Coast Guard Sector Key West fisheries law enforcement and the National Oceanic Atmospheric Administration Office of Law Enforcement teams issued six Lacey Act violations in the past two years for not having a Bahamian fishing permit while fishing in Bahamian waters.
In order to understand the Bahamian and U.S fishing zones, the first place to start is knowing where the Exclusive Economic Zone is located. The EEZ generally extends approximately 200 miles off the U.S. coast; however, The Bahamas is less than that. Depending on where a person is going fishing, the distance between The Bahamas and Florida needs to be calculated.
“If you are fishing between Key Largo and Red Bay, Bahamas, that’s approximately 140 miles,” said Jeremy Munkelt, a NOAA fisheries enforcement officer. “Divide that number by two and you get 70 miles, which means fishing off Key Largo within 70 miles subjects you to U.S. fishing law.”
Other areas, such as offshore from Marathon, the distance gets shortened due to its close proximity with Cay Sal, Bahamas.
“It is extremely important you check where the EEZ is in the particular area that you are fishing,” said Munkelt. “This can be done by locating the NOAA chart for the area you are in.”

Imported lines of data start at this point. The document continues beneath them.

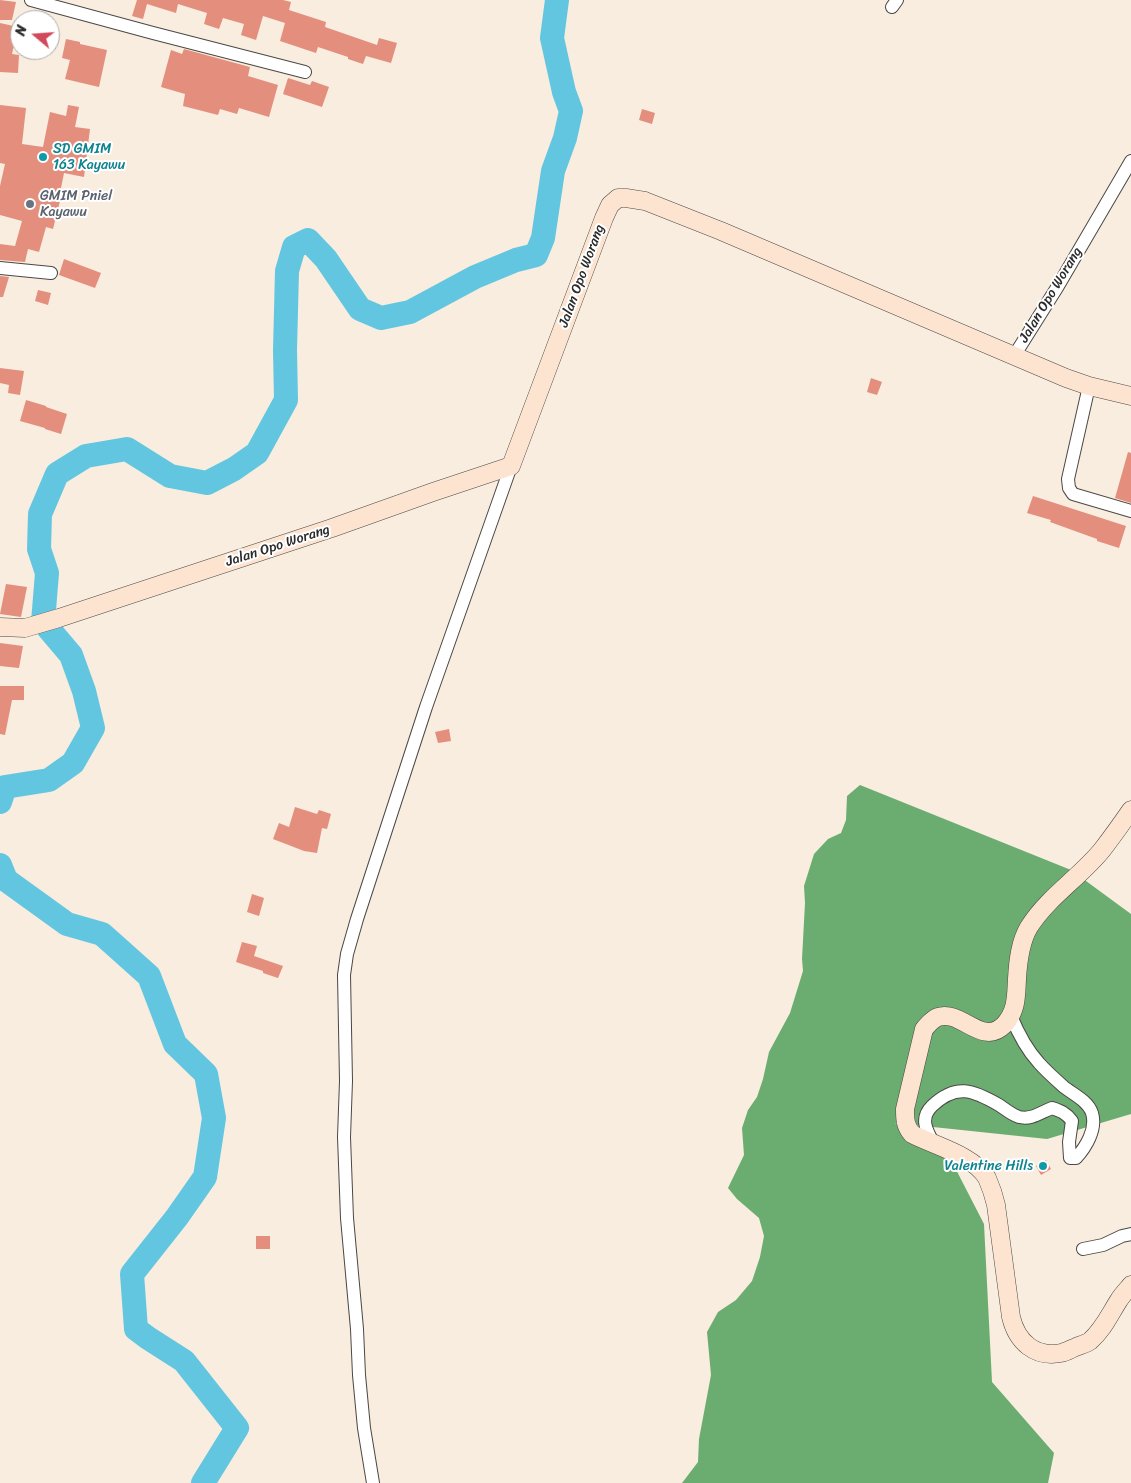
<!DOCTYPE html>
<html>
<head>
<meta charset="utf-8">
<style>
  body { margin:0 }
  #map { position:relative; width:1131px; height:1483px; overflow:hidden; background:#f8edde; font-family:Sriracha,sans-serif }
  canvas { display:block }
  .north { position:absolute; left:10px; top:10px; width:50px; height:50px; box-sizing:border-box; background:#fff; border:1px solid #aaa; border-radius:50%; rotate:288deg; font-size:14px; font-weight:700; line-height:20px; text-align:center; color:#2b2b2b }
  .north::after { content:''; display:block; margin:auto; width:18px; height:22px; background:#d1495b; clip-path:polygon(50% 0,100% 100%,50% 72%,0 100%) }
</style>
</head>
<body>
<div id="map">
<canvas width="1131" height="1483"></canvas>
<div class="north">N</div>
</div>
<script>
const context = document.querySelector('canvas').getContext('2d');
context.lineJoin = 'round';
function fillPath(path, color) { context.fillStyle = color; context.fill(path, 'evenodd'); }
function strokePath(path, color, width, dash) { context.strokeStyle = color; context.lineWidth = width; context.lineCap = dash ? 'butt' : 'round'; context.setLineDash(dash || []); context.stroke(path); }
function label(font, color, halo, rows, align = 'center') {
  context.font = font + ' Sriracha,sans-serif'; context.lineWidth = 4; context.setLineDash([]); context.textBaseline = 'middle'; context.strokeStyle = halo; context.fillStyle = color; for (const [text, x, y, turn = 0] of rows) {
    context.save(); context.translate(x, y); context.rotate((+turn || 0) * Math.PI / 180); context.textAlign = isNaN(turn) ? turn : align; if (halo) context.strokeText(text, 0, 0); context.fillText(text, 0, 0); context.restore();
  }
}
fillPath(new Path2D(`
  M860 785 1071 870 1131 914V1114L1047 1139 895 1123 948 1154 984 1224 992 1382 1054 1453 1048 1483H682L698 1462 699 1439 711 1375 707 1332 718 1312 736 1300 752 1281 760 1257 764 1236 759 1218 737 1199 728 1188 744 1155 742 1128 748 1110 757 1097 763 1079 769 1052 790 1013 803 971 802 959 805 903 804 886 814 854 828 839 841 833 846 820 847 796Z`), '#6bac70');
strokePath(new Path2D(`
  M0 802 5 787 49 780 73 763 93 728 84 691 71 655 43 622 47 573 39 549 40 514 57 474 86 456 127 449 170 476 207 483 234 469 257 453 286 400 285 350 287 271 294 247 308 240 326 259 360 309 381 318 410 312 475 277 516 260 536 255 543 238 553 171 565 138 571 111 564 92 552 38 557 0
  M0 865 6 880 67 924 102 934 149 976 175 1044 206 1074 214 1118 205 1177 177 1217 132 1274 136 1329 148 1338 184 1361 237 1428 203 1483`), '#62c6e0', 24);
fillPath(new Path2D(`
  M0 0 16 2 12 20H0Z
  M137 0H283L291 2 289 10 326 22 325 27 377 45 379 38 397 43 391 63 366 56 363 64 348 59V57L318 47 316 53 280 41 285 23 263 16 256 40 241 35 244 24 223 18 219 29 204 24 207 13 178 4 176 13 147 4 143 19 132 16Z
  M0 23 18 27 12 54 19 55 18 73 0 72Z
  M66 39 80 42V44L107 50 99 87 65 79 70 60 62 58Z
  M184 49 250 67 248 76 278 85 269 117 239 108 237 114 220 109 218 115 183 106 185 94 161 87 171 50 182 54Z
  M288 78 310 85 312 81 329 87 322 107 283 94Z
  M0 105 26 108 22 144 43 147 50 112 66 116 68 105 79 107 75 127 90 129 84 177 64 173 60 193H62L53 229 46 227 39 252 28 249 25 262 0 260V244L15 246 22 221 0 215V186L5 164 0 163Z
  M642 109 655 113 652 124 639 120Z
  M64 259 101 273 95 288 59 275Z
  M0 276 9 277 3 297H0Z
  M38 290 51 293 48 305 35 301Z
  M0 368 24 371 20 395 8 393 9 385 0 383Z
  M871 378 882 382 877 395 867 392Z
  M26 400 46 406V407L67 414 61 434 45 429V428L20 421Z
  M1128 452 1131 453V503L1115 498Z
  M1033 496 1126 526 1119 548 1097 541V539L1050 522 1051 520 1027 513Z
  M6 584 27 587 21 617 0 614Z
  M0 643 23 646 19 668 0 666Z
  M0 686H24V700H12L5 735 0 734Z
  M449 729 451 741 438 743 435 732Z
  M295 807 317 814 319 810 331 814 327 829 322 828 317 853 304 851 273 839 279 823 289 827Z
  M252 894 264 898 259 916 247 912Z
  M242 942 257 946 254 956 283 966 278 978 263 973V971L236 962Z
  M1046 1160 1051 1169 1041 1175 1036 1166Z
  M256 1236H270V1249H256Z`), '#e48e7e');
const street = new Path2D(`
  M31 0 153 33 305 72
  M892 7 897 0
  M0 268 51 273
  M1014 356 1058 286 1131 161
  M1089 386 1068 479 1069 488 1073 494 1131 511
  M934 1144C927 1131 919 1119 932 1106 956 1083 973 1090 999 1105 1005 1109 1012 1115 1019 1117 1032 1120 1041 1112 1052 1108 1061 1111 1066 1113 1072 1121L1069 1142 1070 1158H1076C1086 1147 1097 1129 1092 1113 1088 1101 1073 1094 1064 1087 1055 1079 1046 1071 1039 1063 1027 1050 1018 1033 1011 1016
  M1083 1249 1103 1245 1122 1236 1131 1234
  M373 1483 364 1428 359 1375 357 1329 347 1218 344 1137 346 1081 344 975 347 954 357 919 426 707 511 466`);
const secondary = new Path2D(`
  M0 627 25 628 59 618 332 528 433 492 511 466 604 218 610 205 618 198H626L645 201 721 231 1066 378 1089 386 1131 396
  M1131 810C1122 823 1112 837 1102 850 1080 877 1048 897 1029 927 1020 942 1018 961 1017 979 1016 996 1017 1011 1004 1025 982 1047 961 1009 938 1017 932 1019 928 1025 924 1029L905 1109C905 1119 905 1126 912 1134 935 1146 973 1155 987 1178 991 1187 994 1196 996 1205L1011 1317C1017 1342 1035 1358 1061 1353 1066 1352 1071 1349 1076 1347 1080 1345 1086 1344 1090 1341 1103 1330 1110 1314 1119 1300 1122 1295 1127 1290 1131 1285`);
strokePath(street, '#4a4846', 14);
strokePath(secondary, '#4a4846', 19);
strokePath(street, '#fff', 12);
strokePath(secondary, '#fde4d0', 18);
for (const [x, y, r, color] of [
  [43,157,5,"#0f9aa8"],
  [30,204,5,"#6b7280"],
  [1043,1166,5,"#0f9aa8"]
]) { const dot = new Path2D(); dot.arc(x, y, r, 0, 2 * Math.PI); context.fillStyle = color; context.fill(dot); strokePath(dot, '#fff', 2); }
label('14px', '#0d838f', '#fff', [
  ["SD GMIM",53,149],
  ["163 Kayawu",53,165],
  ["Valentine Hills",1033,1166,"right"]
], 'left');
label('14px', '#5b616d', '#fff', [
  ["GMIM Pniel",40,196],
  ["Kayawu",40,212]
], 'left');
label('14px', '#2b2b2b', '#fff', [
  ["Jalan Opo Worang",582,276,-70],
  ["Jalan Opo Worang",1051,295,-59],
  ["Jalan Opo Worang",278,546,-18]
]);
</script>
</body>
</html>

If caught fishing outside of U.S. waters, fishermen are subject to the Lacey Act. An example violation is fishing in Bahamian waters without a permit and bringing the catch back to the U.S.

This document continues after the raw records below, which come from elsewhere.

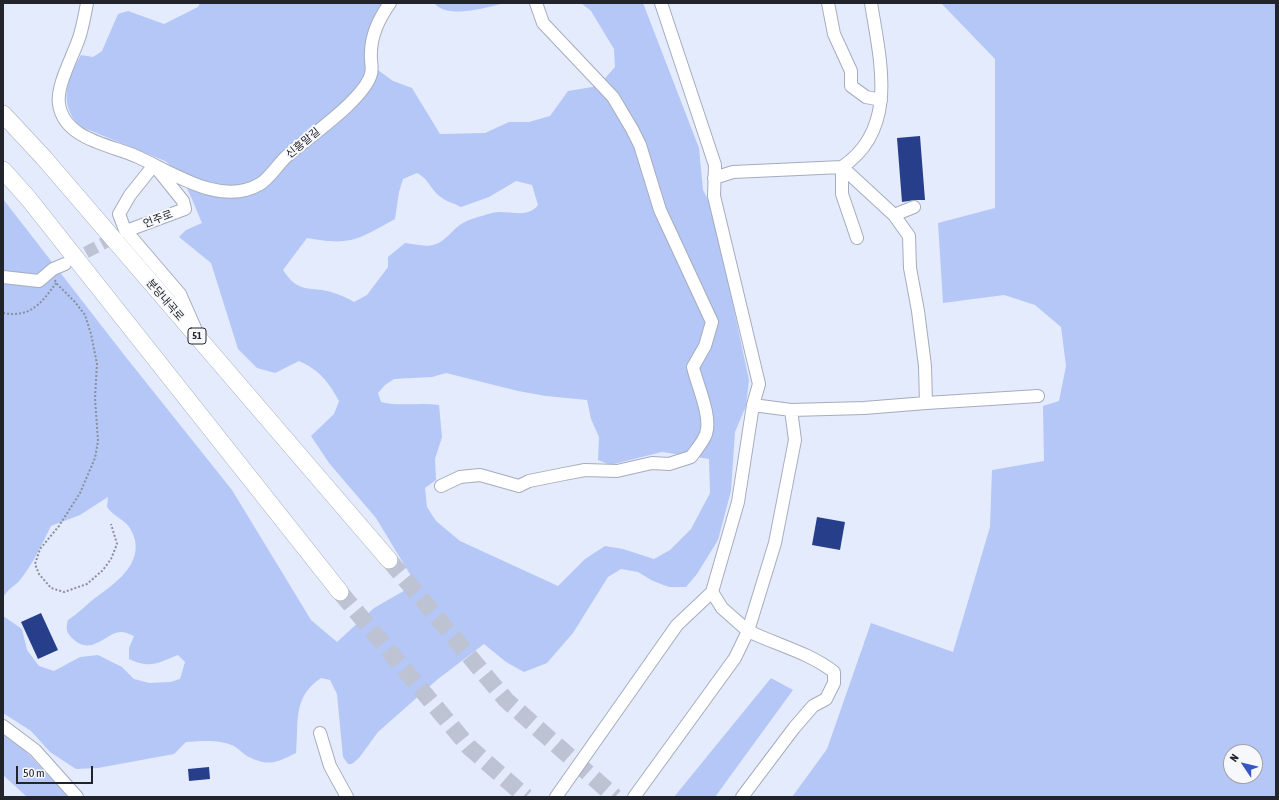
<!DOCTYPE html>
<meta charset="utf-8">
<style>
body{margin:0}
#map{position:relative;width:1279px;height:800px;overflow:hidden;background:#e4ebfd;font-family:"Asap Condensed",sans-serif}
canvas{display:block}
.frame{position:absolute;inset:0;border:4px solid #22242b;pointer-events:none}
.north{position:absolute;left:1223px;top:744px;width:40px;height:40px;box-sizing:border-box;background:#f7f8fc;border:1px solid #a2a3a8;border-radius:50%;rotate:305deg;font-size:11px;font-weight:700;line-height:16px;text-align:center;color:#22242b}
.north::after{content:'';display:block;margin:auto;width:14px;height:18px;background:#3756c7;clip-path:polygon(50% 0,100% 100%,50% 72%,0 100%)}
.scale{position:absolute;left:16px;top:766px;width:77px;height:18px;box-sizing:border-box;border:2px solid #22242b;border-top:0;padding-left:5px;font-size:12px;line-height:14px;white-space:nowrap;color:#22242b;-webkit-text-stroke:3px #f7f8fc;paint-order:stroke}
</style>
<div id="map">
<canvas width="1279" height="800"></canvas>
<div class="frame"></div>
<div class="north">N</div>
<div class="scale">50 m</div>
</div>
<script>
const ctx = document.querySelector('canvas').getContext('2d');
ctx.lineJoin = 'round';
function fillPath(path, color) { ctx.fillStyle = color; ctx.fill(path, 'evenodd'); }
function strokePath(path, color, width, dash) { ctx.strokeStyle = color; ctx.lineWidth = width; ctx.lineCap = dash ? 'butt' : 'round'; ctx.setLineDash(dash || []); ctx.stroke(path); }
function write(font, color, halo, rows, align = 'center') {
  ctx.font = font + ' "Asap Condensed","Noto Sans KR",sans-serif'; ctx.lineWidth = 4; ctx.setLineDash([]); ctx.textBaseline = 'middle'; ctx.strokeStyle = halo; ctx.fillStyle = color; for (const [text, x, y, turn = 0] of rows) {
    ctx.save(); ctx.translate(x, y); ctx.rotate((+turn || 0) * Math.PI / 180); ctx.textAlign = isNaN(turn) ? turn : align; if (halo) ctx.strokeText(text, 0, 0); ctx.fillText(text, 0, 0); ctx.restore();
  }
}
fillPath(new Path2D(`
 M200,3H387L371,65L393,81L412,88L440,134L485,133L509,122H529L550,116L568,91L598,86L615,67L614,49L591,11L581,3H643L699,148L703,190L712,207L749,380L746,406L735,432L731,491L718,540L697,574L686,587H669L653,581L638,572L621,569L608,577L573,633L547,663L524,672L506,662L484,644L438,679L378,732L359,758L352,764H348L343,757L337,694L330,680L321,678C292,697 299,723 296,753C276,763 268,767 247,756C242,753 239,749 234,746C219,739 202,741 186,742L174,754L98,768L76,769L50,752L31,731L3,713V616L22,629L27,650L39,666L54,671L80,657L98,655L122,667L134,679L149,683L170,682L180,679L185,662L178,655C158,663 150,669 129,659V648L134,636C131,635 126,632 122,632C106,631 92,659 71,637C66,632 66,627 68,620C79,613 88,603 99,595C119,581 147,559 131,530C126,520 114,517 107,507L108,497L80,515L51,526C42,544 33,564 20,580C14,587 7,589 3,598V199L125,356L232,490L311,620L337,642L374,608L414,585L411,576L376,518L329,463L311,436L334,414L339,401C328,381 319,370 299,361L275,373L257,368L238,349L211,263L179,237L186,230L202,223C193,202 184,174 165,161L79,126C58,102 67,80 81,55L93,57L102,51L118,14L128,11L164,24L198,7ZM417,173C428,179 428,184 436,193C442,200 453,203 461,207L489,197L516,181L532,185L538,205C527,220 507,209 492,213C482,216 472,218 463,223C452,229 446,242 433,245C425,247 413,244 405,243L388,257V267L367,295L354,302C349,299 343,296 337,294C313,284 300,297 283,270L307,238C351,246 357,240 395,219L399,192L403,179ZM446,373L518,391L546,396L587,400L591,419L599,437L598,460L610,465L662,452L709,459L710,493L691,529L670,550L654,559L623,549L605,546L585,559L558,586L460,541L436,521L427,507L425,488L436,480L435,459L442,437L439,405C420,402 401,407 381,402L378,393L385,385L394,379L432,377Z
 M434,3H505C487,7 448,20 434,3Z
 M941,3H1276V797H792L827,749L871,623L953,652L990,527L992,470L1044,461L1043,406L1059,401L1066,366L1061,327L1035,305L1004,295L943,303L938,223L995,208V59ZM1231,752H1255V776H1231Z
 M771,678L793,690L715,797H674Z
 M3,733L16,741L69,797H27L3,775Z`), '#b4c7f6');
fillPath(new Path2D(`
 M920,136L925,200H915L902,202L897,138Z
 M817,517L845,522L840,550L812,545Z
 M41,613L58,650L38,659L21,622Z
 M209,767L210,779L189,781L188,769Z`), '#273e8a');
strokePath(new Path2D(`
 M70,261L119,235`), '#bdc3d3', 12, [12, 6]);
strokePath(new Path2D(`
 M389,560L506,700L615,797
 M340,592L469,747L526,797`), '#bdc3d3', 17, [17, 8]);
const minor = new Path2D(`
 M87,3C85,14 83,25 80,35C74,55 56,85 59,104C64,140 112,145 138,157C173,173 221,207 260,184C270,178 278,164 287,156C308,137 364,100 371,74C373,68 370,59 371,53C371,35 380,17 390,3
 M828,3L834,34L851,71V86L866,97L881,100
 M714,178L733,172L842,167L894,215L909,236L910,268L918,311L925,366L926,403L864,408L791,410
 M894,215L914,207
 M126,232V231L185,209L183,201L154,165L130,195L119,214L125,230L126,231L180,294L195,328
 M857,238L842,194V167C899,129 880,60 871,3
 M3,277L39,281L53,269L65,264
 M926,403L1038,396
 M441,486L460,477L480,475L519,486L529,481L564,474L585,470L617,471L652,463L669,464L691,457C696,450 703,442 706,434C712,416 697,385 693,367L705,346L712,322L660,210L640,145L632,129L613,97L543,23L536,3
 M3,726L35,750L77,797
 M320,733L330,766L347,797
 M556,797L677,625L712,592
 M634,797L735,658L748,631L722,608L712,592L738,502L753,405L759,384L714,196L715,165L661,3
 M742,797L794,728L813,706L826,699L834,683V672C808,652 777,645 748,631L775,543L795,440L791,410L753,405`);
const highway = new Path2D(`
 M3,114L44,158L389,560
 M3,170L28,198L340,592`);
strokePath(minor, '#a5acbc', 14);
strokePath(highway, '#a5acbc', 18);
strokePath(new Path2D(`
 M55,280L56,283L75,302L85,315L91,334L97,364L95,398L98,441L95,458L80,493L59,526L40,549L35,564L39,574L51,588L64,592L87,584L103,570L111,559L117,544L111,524
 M3,313C30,318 41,304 56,283`), '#8a8f9c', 2, [2, 2]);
strokePath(minor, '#fff', 12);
strokePath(highway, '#fff', 17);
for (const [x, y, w] of [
 [197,336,18]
]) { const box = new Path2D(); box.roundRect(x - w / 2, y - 8, w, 16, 3); ctx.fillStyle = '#f7f8fc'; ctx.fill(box); strokePath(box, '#22242b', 1); }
write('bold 10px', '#22242b', null, [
 ["51",197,336]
]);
write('11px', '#22242b', '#f7f8fc', [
 ["신흥말길",303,143,-40],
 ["언주로",158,219,-21],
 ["분당내곡로",165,300,49]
]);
</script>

Overlapping jurisdictions can make sport fishing complicated, so it is important to know where you are fishing and the laws for the area on a state, federal, and international level.

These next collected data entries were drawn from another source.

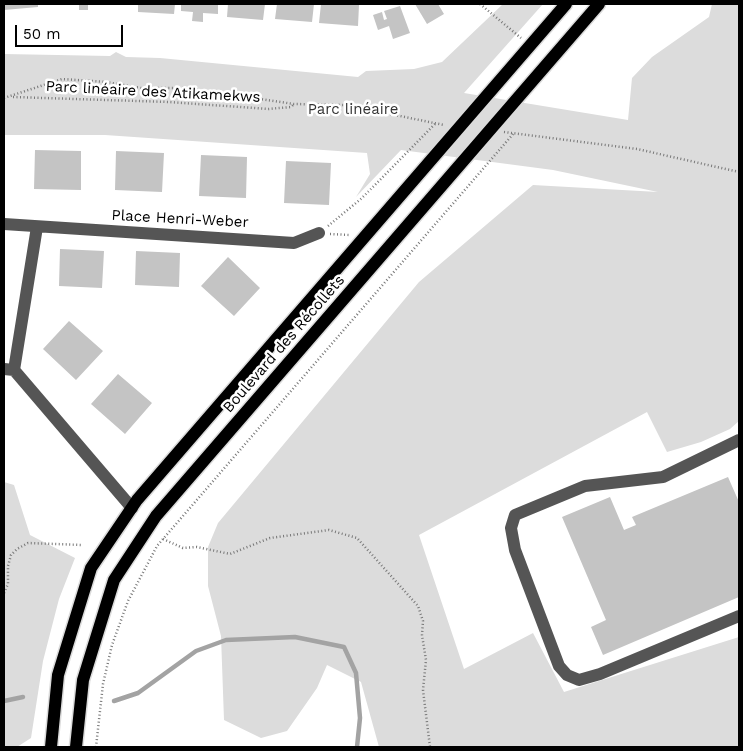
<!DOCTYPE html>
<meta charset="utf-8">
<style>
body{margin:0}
#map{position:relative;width:743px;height:751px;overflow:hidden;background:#fff;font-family:"Work Sans",sans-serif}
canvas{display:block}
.frame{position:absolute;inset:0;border:5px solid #000;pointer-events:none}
.scale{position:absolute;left:15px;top:25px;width:108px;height:22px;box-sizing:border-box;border:2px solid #000;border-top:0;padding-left:6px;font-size:15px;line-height:18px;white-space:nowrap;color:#000;-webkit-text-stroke:4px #fff;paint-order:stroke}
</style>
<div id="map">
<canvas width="743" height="751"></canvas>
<div class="frame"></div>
<div class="scale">50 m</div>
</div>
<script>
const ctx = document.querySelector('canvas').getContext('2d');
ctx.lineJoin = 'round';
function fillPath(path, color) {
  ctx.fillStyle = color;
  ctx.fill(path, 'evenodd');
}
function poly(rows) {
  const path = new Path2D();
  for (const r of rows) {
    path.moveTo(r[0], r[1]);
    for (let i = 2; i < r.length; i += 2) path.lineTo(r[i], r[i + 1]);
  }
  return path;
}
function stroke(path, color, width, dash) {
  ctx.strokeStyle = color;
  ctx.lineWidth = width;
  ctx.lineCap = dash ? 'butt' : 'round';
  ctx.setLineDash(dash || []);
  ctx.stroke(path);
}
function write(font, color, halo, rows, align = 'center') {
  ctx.font = font + ' "Work Sans",sans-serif';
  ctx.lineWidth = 5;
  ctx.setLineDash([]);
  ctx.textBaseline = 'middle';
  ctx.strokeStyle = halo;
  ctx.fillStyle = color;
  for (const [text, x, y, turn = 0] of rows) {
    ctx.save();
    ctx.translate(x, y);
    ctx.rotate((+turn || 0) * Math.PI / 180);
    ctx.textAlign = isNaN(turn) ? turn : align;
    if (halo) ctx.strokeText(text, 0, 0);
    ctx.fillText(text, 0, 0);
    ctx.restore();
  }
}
fillPath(poly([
 [503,4,543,4,464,93,628,120,632,78,652,57,709,17,712,4,739,4,739,421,730,429,701,442,667,452,647,412,419,535,464,669,533,633,564,692,739,637,739,747,379,747,361,682,327,665,317,688,287,731,261,738,224,720,221,636,208,586,208,547,218,523,419,282,533,185,658,192,553,170,401,150,356,197,370,174,367,153,105,135,4,135,4,54,110,56,116,52,126,57,160,58,358,77,366,71,414,69,442,62],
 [4,482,14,485,30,535,75,558,59,599,43,661,31,738,17,747,4,747]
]), '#dcdcdc');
stroke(poly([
 [4,701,23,697],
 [114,701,138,693,196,651,226,640,295,637,344,647,356,673,360,718,357,747]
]), '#a3a3a3', 4.5);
fillPath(poly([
 [4,4,38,4,38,7,4,10],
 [79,4,88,4,88,10,79,10],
 [138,4,175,4,174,14,138,12],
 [181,4,218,4,218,14,203,13,203,22,192,21,193,12,181,11],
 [228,4,265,4,263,20,227,17],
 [277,4,314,4,312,22,275,19],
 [321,4,359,5,358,26,319,23],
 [415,4,438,4,444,14,427,24],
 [400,6,410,33,393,39,389,26,378,30,373,15,382,12,384,20,387,19,384,11],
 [35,150,81,151,81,190,34,189],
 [116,151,164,153,162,192,115,190],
 [201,155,247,157,246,198,199,196],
 [286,161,331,163,329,205,284,203],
 [60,249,104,251,102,288,59,286],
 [136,251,180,253,179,287,135,285],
 [228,257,260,288,234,316,201,286],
 [69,321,103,351,76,380,43,349],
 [118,374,152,403,125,434,91,404],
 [728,477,739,502,739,597,603,655,591,627,606,620,562,517,610,497,624,530,636,525,632,517]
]), '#c4c4c4');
const major = poly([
 [51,747,58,675,91,568,137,500,566,4],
 [76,747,83,680,114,580,156,516,599,4]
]);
stroke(major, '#dbdbdb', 15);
stroke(poly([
 [480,4,521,38],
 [13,97,169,102,268,109,291,107,294,104],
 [4,98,62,79,106,82,141,88,185,88,294,104,346,105,444,125],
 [504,132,637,149,739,172],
 [328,226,362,198,436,123],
 [330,234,350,235],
 [163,539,183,548,197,547,230,554,270,538,329,530,357,538,418,606,423,621,422,635,426,660,423,690,430,747],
 [4,593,8,584,8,566,11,555,17,549,28,543,83,545],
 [96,747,103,684,112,645,128,601,157,546,514,133]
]), '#777', 2.5, [1, 2.5]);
stroke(poly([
 [4,224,294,243,319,233],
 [4,369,14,370,132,508],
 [14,370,37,227],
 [739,440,663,477,585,486,515,515,511,528,515,550,559,666,567,675,579,680,600,674,739,616]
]), '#555', 12);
stroke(major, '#000', 12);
write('15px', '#000', '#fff', [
 ["Parc linéaire des Atikamekws",153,92,3],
 ["Place Henri-Weber",180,219,3],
 ["Boulevard des Récollets",284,344,-49]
]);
write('15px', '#333', '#fff', [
 ["Parc linéaire",353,110]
]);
</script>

“Fishing in Bahamian waters means you are subject to Bahamian fishing laws,” said Ensign Alex Hughes, Coast Guard Sector Key West fisheries enforcement. “When you come back to the U.S., you are subject to Bahamian and U.S. fishing laws.”
Common U.S. fishing violations include having more than 18 migratory fish, such as Kingfish, Dolphin, or Tuna, aboard a vessel at any time. In Florida, no vessel may have conches aboard.